= Neddie Seagoon =

Character in The Goon Show (BBC radio)

Neddie Seagoon was a character in the 1950s British radio comedy show The Goon Show. He was created and performed by Welsh comedian Harry Secombe. Seagoon was usually the central character of a Goon Show episode, with most plots involving or revolving around him.

An affable but gullible idiot, Neddie is often chronically poor and/or part of the Government (such as "The Strolling Prime Minister of No Fixed Address" or some other civil service title).

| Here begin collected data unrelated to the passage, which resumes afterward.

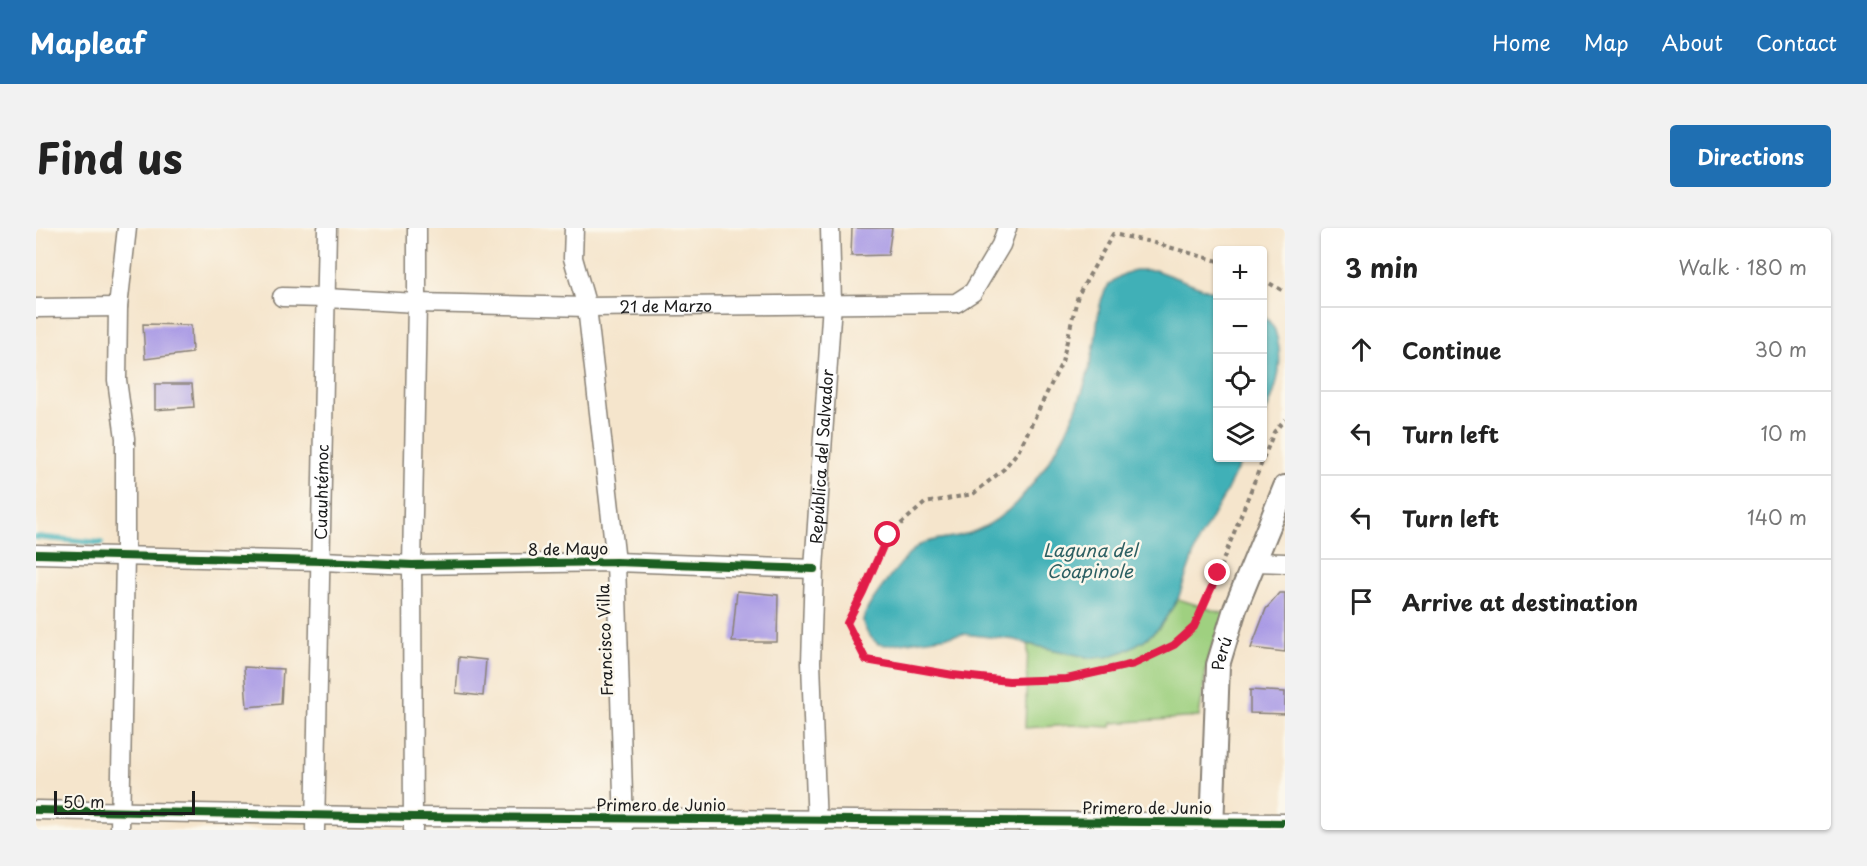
<!DOCTYPE html>
<meta charset="utf-8">
<style>
body{margin:0;font-family:"Playpen Sans",sans-serif;background:#f2f2f2;color:#222}
.controls{position:absolute;right:18px;top:18px;display:grid;overflow:hidden;border-radius:6px;box-shadow:0 2px 4px #0004}
.controls button{width:54px;height:54px;display:grid;place-items:center;padding:0;border:0;border-bottom:2px solid #e0e0e0;background:#fff;color:#222;font:30px sans-serif}
.scale{position:absolute;left:18px;bottom:15px;width:141px;box-sizing:border-box;padding-left:6px;border:3px solid #1c1c1c;border-top:0;font-size:16px;line-height:21px;white-space:nowrap;color:#1c1c1c;-webkit-text-stroke:4px #fbf7ec;paint-order:stroke}
.stop{position:absolute;width:18px;height:18px;margin:-14px;border:4px solid #e11d48;border-radius:50%;background:#fff}
.stop.end{background:#e11d48;border-color:#fff;box-shadow:0 2px 6px #0008}
.list{margin:0;padding:0;list-style:none}
h2{display:flex;justify-content:space-between;align-items:center;height:78px;margin:0;padding:0 24px;font-size:26px}
h2 small{font-size:20px;font-weight:400;color:#767676}
.list li{display:grid;grid-template-columns:39px 1fr auto;gap:18px;align-items:center;box-sizing:border-box;height:84px;padding:0 24px;border-top:2px solid #e0e0e0}
.list b{display:block;font-size:22px;white-space:nowrap}
.list em{font-size:20px;font-style:normal;color:#767676}
.icon{flex:none;width:33px;height:33px;fill:none;stroke:currentColor;stroke-width:2;stroke-linecap:round;stroke-linejoin:round}
.map{position:relative;flex:none;width:1249px;height:602px;overflow:hidden;border-radius:6px}
header{display:flex;align-items:center;gap:36px;box-sizing:border-box;height:84px;padding:0 30px;background:#1f6fb2;color:#fff}
header strong{font-size:28px}
nav{display:flex;gap:33px;margin-inline-start:auto;font-size:21px}
.intro{display:flex;align-items:center;justify-content:space-between;box-sizing:border-box;height:144px;padding:0 36px}
h1{margin:0;font-size:42px}
.button{padding:15px 27px;border-radius:6px;background:#1f6fb2;color:#fff;font-size:21px;font-weight:700}
main{display:flex;gap:36px;padding:0 36px}
aside{flex:1;background:#fff;border-radius:6px;box-shadow:0 2px 4px #0004}
.map>svg:first-child{display:block}
.green{fill:#9fd080;stroke:#5e764e;stroke-width:1.5}
.water{fill:#3fb0b7;stroke:#2e666a;stroke-width:1.5}
.lines{fill:none;stroke-linecap:round;stroke-linejoin:round}
.stream{stroke:#3fb0b7;stroke-width:6}
.building{fill:#a99ae5}
.minor-casing{stroke:#888074;stroke-width:21}
.tertiary-casing{stroke:#888074;stroke-width:26}
.path{stroke:#888074;stroke-width:4;stroke-dasharray:4.5 4.5;stroke-linecap:butt}
.minor{stroke:#fff;stroke-width:18}
.tertiary{stroke:#fff;stroke-width:22}
.cycleway-casing{stroke:#fbf7ec;stroke-width:11}
.cycleway{stroke:#1b5e20;stroke-width:8}
.route{stroke:#e11d48;stroke-width:8}
.labels{text-anchor:middle;stroke-width:5;stroke-linejoin:round;paint-order:stroke}
.street-label{font-size:16px;fill:#1c1c1c;stroke:#fbf7ec}
.water-label{font-size:18px;font-style:italic;fill:#2c5f62;stroke:#fbf7ec}
</style>
<header>
<strong>Mapleaf</strong>
<nav><a>Home</a><a>Map</a><a>About</a><a>Contact</a></nav>
</header>
<div class="intro"><h1>Find us</h1><a class="button">Directions</a></div>
<main>
<div class="map">
<svg width="1249" height="602" viewBox="0 0 1249 602">
<rect width="100%" height="100%" fill="#fbf7ec"/>
<filter id="ink" filterUnits="userSpaceOnUse"><feTurbulence type="fractalNoise" baseFrequency=".0167" numOctaves="2"/><feDisplacementMap in="SourceGraphic" scale="12" xChannelSelector="R" yChannelSelector="G"/><feConvolveMatrix kernelMatrix="1 2 1 2 8 2 1 2 1" color-interpolation-filters="sRGB"/></filter>
<filter id="wash" filterUnits="userSpaceOnUse"><feTurbulence type="fractalNoise" baseFrequency=".008" numOctaves="4" result="noise"/><feDisplacementMap in="SourceGraphic" scale="24" xChannelSelector="R" yChannelSelector="G"/><feGaussianBlur stdDeviation="1.35" result="paint"/><feColorMatrix in="noise" values="0 0 0 0 0 0 0 0 0 0 0 0 0 0 0 0 0 1.4 0 .05"/><feComposite in="paint" operator="in"/></filter>
<g filter="url(#wash)">
<rect width="100%" height="100%" fill="#f5e5cc"/>
<!-- green -->
<polygon class="green" points="1142,371 1189,386 1172,430 1163,489 1076,495 1075,499 1035,497 989,500 992,416 1055,430 1107,413 1123,400"/>
<!-- water -->
<g class="water">
<path d="M1099,42H1119L1181,65L1182,230H1207L1188,268L1162,314L1142,371L1123,400L1107,413L1089,423L1071,429L1055,430L992,416L980,412L927,406L851,417L842,416C836,411 828,403 827,394C825,382 871,326 882,318C895,310 912,311 926,307C947,302 965,290 980,275C1021,231 1047,178 1058,119C1062,101 1060,82 1068,65C1073,52 1086,46 1099,42Z"/>
<path d="M1227,88C1233,91 1235,96 1239,102C1249,131 1242,162 1227,190Z"/>
</g>
<g class="lines">
<!-- stream -->
<polyline class="stream" points="0,309 65,315"/>
</g>
<g id="blocks">
<!-- building -->
<g class="building">
<polygon points="816,0 856,0 852,27 815,28"/>
<polygon points="107,96 155,97 156,125 109,131"/>
<polygon points="119,156 156,156 158,179 119,182"/>
<polygon points="701,363 742,367 741,414 696,414"/>
<polygon points="1244,365 1249,365 1249,424 1215,420 1230,381"/>
<polygon points="423,429 450,432 447,468 420,465"/>
<polygon points="208,439 247,441 245,476 211,479"/>
<polygon points="1214,462 1249,464 1249,486 1214,485"/>
</g>
</g>
</g>
<g filter="url(#ink)">
<use href="#blocks" fill-opacity="0" stroke="#888074" stroke-width="1.5"/>
<g class="lines">
<defs>
<g id="minor">
<polyline points="538,0 537,30 551,79 580,334 588,600"/>
<path id="s1" d="M246,69L290,70L381,75L551,79L920,75L937,64L965,17L971,0"/>
<polyline points="0,80 82,79"/>
<polyline points="0,326 286,333 376,337 580,334 778,341"/>
<polyline points="1217,334 1249,335"/>
<polyline points="0,582 377,589 1249,595"/>
<path id="s2" d="M781,600L775,434L778,341L796,75L794,0"/>
<polyline points="84,602 89,327 89,210 81,152 82,79 91,0"/>
<path id="s3" d="M279,602L291,0"/>
<polyline points="377,602 376,337 381,75 381,0"/>
</g>
<g id="tertiary">
<path id="s4" d="M1176,602L1182,437L1199,381L1249,259"/>
</g>
</defs>
<!-- minor casing -->
<use href="#minor" class="minor-casing"/>
<!-- tertiary casing -->
<use href="#tertiary" class="tertiary-casing"/>
<!-- path -->
<g class="path">
<polyline points="1182,33 1115,14 1077,6 1042,67 1026,134 983,222 968,241 937,266 889,275 852,307 827,364 811,395 830,431 917,447 973,453 1031,451 1098,436 1138,417 1158,399 1182,345 1238,204 1249,191"/>
<polyline points="1226,51 1249,64"/>
</g>
<!-- minor -->
<use href="#minor" class="minor"/>
<!-- tertiary -->
<use href="#tertiary" class="tertiary"/>
<defs>
<g id="cycleway">
<polyline points="0,326 286,333 376,337 580,334 778,341"/>
<polyline points="0,582 377,589 1249,595"/>
</g>
</defs>
<!-- cycleway casing -->
<use href="#cycleway" class="cycleway-casing"/>
<!-- cycleway -->
<use href="#cycleway" class="cycleway"/>
</g>
</g>
<g class="lines" filter="url(#ink)">
<!-- route -->
<polyline class="route" points="852,307 827,364 811,395 830,432 917,447 973,453 1031,451 1098,436 1138,417 1158,399 1182,345"/>
</g>
<g class="labels">
<!-- street labels -->
<g class="street-label">
<text dy="6" stroke="none"><textPath href="#s1" startOffset="384">21 de Marzo</textPath></text>
<text dy="6" stroke="none"><textPath href="#s2" startOffset="372">República del Salvador</textPath></text>
<text dy="6" stroke="none"><textPath href="#s3" startOffset="338">Cuauhtémoc</textPath></text>
<text transform="translate(532 321) rotate(-1)" y="6">8 de Mayo</text>
<text transform="translate(569 412) rotate(-92)" y="6">Francisco Villa</text>
<text dy="6" stroke="none"><textPath href="#s4" startOffset="177">Perú</textPath></text>
<text x="625" y="583">Primero de Junio</text>
<text x="1111" y="586">Primero de Junio</text>
</g>
<!-- water labels -->
<g class="water-label">
<text x="1054" y="329">Laguna del<tspan x="1054" dy="21">Coapinole</tspan></text>
</g>
</g>
</svg>
<div class="controls">
<button>+</button>
<button>−</button>
<button><svg class="icon" aria-label="locate" viewBox="0 0 24 24"><circle cx="12" cy="12" r="6"/><path d="M12 2v4M12 18v4M2 12h4M18 12h4"/></svg></button>
<button><svg class="icon" aria-label="layers" viewBox="0 0 24 24"><path d="M12 4l9 5-9 5-9-5zM3 14l9 5 9-5"/></svg></button>
</div>
<div class="scale">50 m</div>
<div class="stop" style="left:852px;top:307px"></div>
<div class="stop end" style="left:1182px;top:345px"></div>
</div>
<aside>
<h2>3 min<small>Walk · 180 m</small></h2>
<ul class="list">
<li><svg class="icon" aria-label="ahead" viewBox="0 0 24 24"><path d="M12 20V5M6 11l6-6 6 6"/></svg><div><b>Continue</b></div><em>30 m</em></li>
<li><svg class="icon" aria-label="left" viewBox="0 0 24 24"><path d="M17 20v-9H6M10 6l-5 5 5 5"/></svg><div><b>Turn left</b></div><em>10 m</em></li>
<li><svg class="icon" aria-label="left" viewBox="0 0 24 24"><path d="M17 20v-9H6M10 6l-5 5 5 5"/></svg><div><b>Turn left</b></div><em>140 m</em></li>
<li><svg class="icon" aria-label="arrive" viewBox="0 0 24 24"><path d="M6 21V4h12l-3 4 3 4H6"/></svg><div><b>Arrive at destination</b></div></li>
</ul>
</aside>
</main>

Seagoon frequently falls prey to the schemes of Hercules Grytpype-Thynne (Sellers) and Count Jim Moriarty (Milligan), often alongside Bluebottle (Sellers), Eccles (Milligan), and Major Bloodnok (Sellers).

Sharing his actor's Welsh heritage, Neddie's appearance was also based on Secombe's own likeness, exaggerated for comic effect - often described as very short, round and immensely fat. He also suffers from duck's disease (short legs), and shares Secombe's tenor voice, as used to identify him in "The Mystery of the Fake Neddie Seagoons". He also appears to have been Major Bloodnok's batman at some point of time.

Alongside announcer Wallace Greenslade, Neddie often greeted the audience at the beginning of the show, referring to them as "folks" or "Dear Listeners". He would often step out of the frame of the story, explaining elements of the storyline to the audience or narrating some of the plot.

Seagoon had several catch-phrases, seemingly random gibberish that became his trademarks, such as "Ying tong yiddle I po!” (followed by a shout of “GOOD!” by someone else) and "Needle-nardle-noo". He would also express intense surprise by repeating the word "What?!" rapidly and in rising pitch, as "Whatwhatwhatwhatwhatwhatwhatwhatwhatwhatwhatwhat?" which generally devolves into chicken-like squawking when a high enough pitch is reached, and would do likewise with the word "Yes?" as "Yesyesyesyesyesyes?", generally motivating Grytpype-Thynne to request "Please. Don't do that." Seagoon also occasionally spouts patriotical nonsense, at which Grytpype says, "You silly twisted boy, you" or, on at least one occasion, "You twit."